(Stored items)
↓

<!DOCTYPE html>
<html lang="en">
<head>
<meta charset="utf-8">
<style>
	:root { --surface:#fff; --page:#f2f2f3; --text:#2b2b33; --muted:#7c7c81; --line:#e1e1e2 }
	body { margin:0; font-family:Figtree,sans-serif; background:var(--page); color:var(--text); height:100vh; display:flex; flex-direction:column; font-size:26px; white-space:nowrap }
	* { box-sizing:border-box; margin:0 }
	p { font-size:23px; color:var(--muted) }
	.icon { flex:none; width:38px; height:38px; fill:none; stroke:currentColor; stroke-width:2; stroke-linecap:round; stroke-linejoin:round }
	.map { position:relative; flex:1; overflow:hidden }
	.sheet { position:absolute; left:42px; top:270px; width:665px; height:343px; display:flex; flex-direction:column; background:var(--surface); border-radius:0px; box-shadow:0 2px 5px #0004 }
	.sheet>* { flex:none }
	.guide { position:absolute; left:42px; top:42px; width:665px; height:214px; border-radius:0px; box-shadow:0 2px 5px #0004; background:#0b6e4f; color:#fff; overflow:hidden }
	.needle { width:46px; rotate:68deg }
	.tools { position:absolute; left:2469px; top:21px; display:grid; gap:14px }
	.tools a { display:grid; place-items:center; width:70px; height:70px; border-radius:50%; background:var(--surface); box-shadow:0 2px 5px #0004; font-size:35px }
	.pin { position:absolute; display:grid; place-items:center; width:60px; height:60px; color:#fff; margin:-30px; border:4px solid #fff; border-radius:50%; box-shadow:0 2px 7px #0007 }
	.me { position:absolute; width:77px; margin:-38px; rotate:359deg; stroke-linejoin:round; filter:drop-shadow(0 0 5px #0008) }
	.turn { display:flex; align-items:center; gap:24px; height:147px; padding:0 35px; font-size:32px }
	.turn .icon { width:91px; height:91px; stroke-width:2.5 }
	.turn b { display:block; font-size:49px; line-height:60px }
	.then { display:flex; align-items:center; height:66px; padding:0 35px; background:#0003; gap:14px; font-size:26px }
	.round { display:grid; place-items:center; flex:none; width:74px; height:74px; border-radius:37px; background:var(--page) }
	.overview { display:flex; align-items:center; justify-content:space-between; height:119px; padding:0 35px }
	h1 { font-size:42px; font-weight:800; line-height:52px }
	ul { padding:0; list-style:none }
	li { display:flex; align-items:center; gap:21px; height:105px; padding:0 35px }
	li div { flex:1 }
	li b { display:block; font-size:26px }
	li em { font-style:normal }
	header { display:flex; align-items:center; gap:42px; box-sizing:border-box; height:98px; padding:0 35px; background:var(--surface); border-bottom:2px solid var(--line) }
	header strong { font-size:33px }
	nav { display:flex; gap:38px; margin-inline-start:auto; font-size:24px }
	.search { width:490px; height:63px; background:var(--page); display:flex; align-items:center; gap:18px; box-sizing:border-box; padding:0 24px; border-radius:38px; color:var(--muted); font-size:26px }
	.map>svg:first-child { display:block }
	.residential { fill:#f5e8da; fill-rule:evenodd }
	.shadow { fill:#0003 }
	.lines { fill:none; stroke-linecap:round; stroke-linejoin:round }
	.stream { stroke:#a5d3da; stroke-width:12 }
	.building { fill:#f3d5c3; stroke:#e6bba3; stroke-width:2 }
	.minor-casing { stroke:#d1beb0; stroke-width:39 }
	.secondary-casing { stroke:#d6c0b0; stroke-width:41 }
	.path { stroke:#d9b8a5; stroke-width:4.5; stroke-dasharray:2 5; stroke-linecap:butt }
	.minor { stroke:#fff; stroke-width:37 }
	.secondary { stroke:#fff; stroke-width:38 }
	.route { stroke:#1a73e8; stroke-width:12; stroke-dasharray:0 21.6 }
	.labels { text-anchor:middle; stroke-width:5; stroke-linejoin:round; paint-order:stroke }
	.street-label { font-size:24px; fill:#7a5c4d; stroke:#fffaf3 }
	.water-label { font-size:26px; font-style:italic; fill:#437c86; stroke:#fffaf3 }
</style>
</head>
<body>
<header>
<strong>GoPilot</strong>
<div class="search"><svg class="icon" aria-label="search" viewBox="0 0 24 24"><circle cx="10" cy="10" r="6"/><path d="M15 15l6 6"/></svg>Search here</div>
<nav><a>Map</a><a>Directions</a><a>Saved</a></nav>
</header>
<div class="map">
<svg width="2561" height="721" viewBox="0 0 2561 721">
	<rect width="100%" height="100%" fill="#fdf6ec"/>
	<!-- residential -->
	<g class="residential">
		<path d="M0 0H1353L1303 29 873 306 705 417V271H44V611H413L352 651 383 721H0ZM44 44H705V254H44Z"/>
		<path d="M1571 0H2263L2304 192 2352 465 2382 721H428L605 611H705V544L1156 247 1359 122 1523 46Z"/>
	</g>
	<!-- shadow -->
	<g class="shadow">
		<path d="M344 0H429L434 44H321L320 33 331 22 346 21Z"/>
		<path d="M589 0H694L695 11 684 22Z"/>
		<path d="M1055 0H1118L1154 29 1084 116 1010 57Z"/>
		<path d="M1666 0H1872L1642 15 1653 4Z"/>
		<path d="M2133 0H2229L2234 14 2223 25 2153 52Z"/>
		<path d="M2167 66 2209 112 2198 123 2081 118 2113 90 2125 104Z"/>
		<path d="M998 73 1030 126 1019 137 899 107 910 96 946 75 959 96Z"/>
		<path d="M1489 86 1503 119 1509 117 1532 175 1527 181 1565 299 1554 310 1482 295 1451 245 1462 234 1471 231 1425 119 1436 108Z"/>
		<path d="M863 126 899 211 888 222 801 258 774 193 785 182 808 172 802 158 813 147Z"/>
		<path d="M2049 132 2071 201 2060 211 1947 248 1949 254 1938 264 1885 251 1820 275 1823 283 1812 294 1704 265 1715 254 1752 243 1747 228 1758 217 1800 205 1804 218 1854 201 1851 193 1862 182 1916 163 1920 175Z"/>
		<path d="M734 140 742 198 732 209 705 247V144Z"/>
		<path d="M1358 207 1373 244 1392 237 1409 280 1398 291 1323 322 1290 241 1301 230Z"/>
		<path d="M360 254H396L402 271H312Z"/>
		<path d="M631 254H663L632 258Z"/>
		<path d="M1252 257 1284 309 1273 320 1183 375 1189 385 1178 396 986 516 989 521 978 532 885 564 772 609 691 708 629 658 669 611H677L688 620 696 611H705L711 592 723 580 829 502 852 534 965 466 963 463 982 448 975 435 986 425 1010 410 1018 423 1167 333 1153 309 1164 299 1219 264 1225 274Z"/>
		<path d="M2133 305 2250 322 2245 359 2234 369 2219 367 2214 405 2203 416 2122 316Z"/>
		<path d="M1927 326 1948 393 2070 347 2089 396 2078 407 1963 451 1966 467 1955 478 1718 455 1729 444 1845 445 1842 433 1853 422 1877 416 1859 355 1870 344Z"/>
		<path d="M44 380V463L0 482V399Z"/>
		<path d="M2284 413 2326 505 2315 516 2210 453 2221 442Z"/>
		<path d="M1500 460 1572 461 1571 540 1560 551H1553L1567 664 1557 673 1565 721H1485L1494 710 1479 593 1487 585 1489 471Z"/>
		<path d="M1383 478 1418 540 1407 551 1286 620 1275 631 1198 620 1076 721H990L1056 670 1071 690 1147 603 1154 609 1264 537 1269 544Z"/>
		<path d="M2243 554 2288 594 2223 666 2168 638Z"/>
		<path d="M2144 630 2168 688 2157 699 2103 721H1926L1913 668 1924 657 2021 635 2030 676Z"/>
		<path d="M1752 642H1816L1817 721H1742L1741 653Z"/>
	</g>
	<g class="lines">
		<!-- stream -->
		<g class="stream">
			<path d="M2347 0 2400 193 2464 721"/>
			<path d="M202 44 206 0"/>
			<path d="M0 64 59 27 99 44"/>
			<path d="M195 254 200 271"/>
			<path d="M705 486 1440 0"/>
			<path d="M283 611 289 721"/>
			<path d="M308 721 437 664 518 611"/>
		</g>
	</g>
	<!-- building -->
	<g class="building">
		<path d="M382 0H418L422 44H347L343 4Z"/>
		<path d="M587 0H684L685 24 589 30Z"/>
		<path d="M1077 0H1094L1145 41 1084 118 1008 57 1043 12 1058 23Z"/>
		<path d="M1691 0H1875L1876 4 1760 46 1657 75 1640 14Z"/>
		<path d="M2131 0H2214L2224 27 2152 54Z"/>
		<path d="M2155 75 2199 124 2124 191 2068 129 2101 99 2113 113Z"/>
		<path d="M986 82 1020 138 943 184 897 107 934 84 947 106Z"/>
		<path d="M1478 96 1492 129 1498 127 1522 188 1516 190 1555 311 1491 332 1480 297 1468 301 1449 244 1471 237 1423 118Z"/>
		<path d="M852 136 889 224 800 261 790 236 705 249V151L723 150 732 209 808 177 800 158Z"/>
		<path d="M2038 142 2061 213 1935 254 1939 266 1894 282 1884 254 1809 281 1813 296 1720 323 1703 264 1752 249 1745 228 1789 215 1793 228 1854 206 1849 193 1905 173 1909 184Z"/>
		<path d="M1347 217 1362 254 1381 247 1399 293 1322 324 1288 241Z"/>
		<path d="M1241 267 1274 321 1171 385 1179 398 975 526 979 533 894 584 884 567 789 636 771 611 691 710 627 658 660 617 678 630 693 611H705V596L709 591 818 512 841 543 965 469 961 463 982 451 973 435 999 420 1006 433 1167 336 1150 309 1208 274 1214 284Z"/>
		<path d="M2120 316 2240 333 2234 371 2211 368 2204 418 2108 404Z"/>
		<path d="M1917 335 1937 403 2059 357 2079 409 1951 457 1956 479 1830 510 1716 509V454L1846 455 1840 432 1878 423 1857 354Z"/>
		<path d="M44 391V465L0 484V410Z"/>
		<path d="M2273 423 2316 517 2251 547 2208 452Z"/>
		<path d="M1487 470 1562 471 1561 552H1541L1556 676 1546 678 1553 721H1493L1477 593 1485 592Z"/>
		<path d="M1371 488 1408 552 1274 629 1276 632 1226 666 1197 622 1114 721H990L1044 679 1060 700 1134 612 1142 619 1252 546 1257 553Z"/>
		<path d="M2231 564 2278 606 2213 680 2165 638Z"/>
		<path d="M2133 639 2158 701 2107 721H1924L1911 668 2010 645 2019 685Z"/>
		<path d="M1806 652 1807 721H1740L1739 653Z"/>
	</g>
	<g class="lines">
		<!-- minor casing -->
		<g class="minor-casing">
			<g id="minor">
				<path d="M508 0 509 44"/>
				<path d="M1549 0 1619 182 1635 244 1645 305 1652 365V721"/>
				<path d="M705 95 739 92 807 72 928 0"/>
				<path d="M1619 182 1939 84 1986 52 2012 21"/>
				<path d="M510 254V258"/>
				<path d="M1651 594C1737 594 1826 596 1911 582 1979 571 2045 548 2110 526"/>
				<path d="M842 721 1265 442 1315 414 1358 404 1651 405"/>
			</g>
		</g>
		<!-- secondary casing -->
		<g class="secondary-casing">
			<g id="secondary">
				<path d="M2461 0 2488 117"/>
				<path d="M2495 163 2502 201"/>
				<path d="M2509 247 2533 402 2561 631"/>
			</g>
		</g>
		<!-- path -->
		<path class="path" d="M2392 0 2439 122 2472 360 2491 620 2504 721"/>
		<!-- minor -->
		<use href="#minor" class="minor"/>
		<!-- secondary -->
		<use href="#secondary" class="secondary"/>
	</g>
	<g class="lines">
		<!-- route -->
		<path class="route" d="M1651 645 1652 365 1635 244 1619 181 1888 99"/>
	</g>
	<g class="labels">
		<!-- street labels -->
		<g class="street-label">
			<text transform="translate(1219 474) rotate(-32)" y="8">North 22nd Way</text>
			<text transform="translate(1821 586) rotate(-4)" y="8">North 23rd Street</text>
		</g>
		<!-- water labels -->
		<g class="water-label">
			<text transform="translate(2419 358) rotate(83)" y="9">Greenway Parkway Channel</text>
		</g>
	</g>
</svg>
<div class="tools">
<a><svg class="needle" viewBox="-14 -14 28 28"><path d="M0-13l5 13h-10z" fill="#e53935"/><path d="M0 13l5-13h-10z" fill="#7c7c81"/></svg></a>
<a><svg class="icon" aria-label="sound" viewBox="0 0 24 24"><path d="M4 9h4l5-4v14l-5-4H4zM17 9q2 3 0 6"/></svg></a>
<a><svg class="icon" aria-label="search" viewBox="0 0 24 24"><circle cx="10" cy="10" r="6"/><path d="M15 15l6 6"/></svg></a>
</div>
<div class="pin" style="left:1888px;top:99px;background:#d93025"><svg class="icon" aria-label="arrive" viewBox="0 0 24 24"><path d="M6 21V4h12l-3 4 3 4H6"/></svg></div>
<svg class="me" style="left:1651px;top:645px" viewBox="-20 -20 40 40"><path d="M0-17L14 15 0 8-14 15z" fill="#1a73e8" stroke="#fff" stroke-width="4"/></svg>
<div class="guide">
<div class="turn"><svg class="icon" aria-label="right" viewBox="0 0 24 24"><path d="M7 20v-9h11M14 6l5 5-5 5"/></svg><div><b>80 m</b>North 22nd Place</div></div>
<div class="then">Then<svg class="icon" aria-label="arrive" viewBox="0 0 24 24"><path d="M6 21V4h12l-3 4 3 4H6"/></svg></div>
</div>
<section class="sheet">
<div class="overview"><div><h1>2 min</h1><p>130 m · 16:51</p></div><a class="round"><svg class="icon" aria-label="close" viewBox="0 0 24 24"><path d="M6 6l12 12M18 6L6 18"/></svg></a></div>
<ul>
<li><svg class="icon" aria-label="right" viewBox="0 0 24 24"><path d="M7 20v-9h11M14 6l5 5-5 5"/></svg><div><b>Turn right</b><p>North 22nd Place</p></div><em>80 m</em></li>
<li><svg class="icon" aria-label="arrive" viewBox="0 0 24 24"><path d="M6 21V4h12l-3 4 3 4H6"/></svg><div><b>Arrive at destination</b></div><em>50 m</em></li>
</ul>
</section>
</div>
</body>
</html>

↑

- Problem to work on -
When you reach the line that contains "--surface:#fff; --page:#f2f2f3; --text:#2b2b33;", stop; output it and every line before it from the start of the data, exactly as written.

- Exercise solution -
<!DOCTYPE html>
<html lang="en">
<head>
<meta charset="utf-8">
<style>
	:root { --surface:#fff; --page:#f2f2f3; --text:#2b2b33; --muted:#7c7c81; --line:#e1e1e2 }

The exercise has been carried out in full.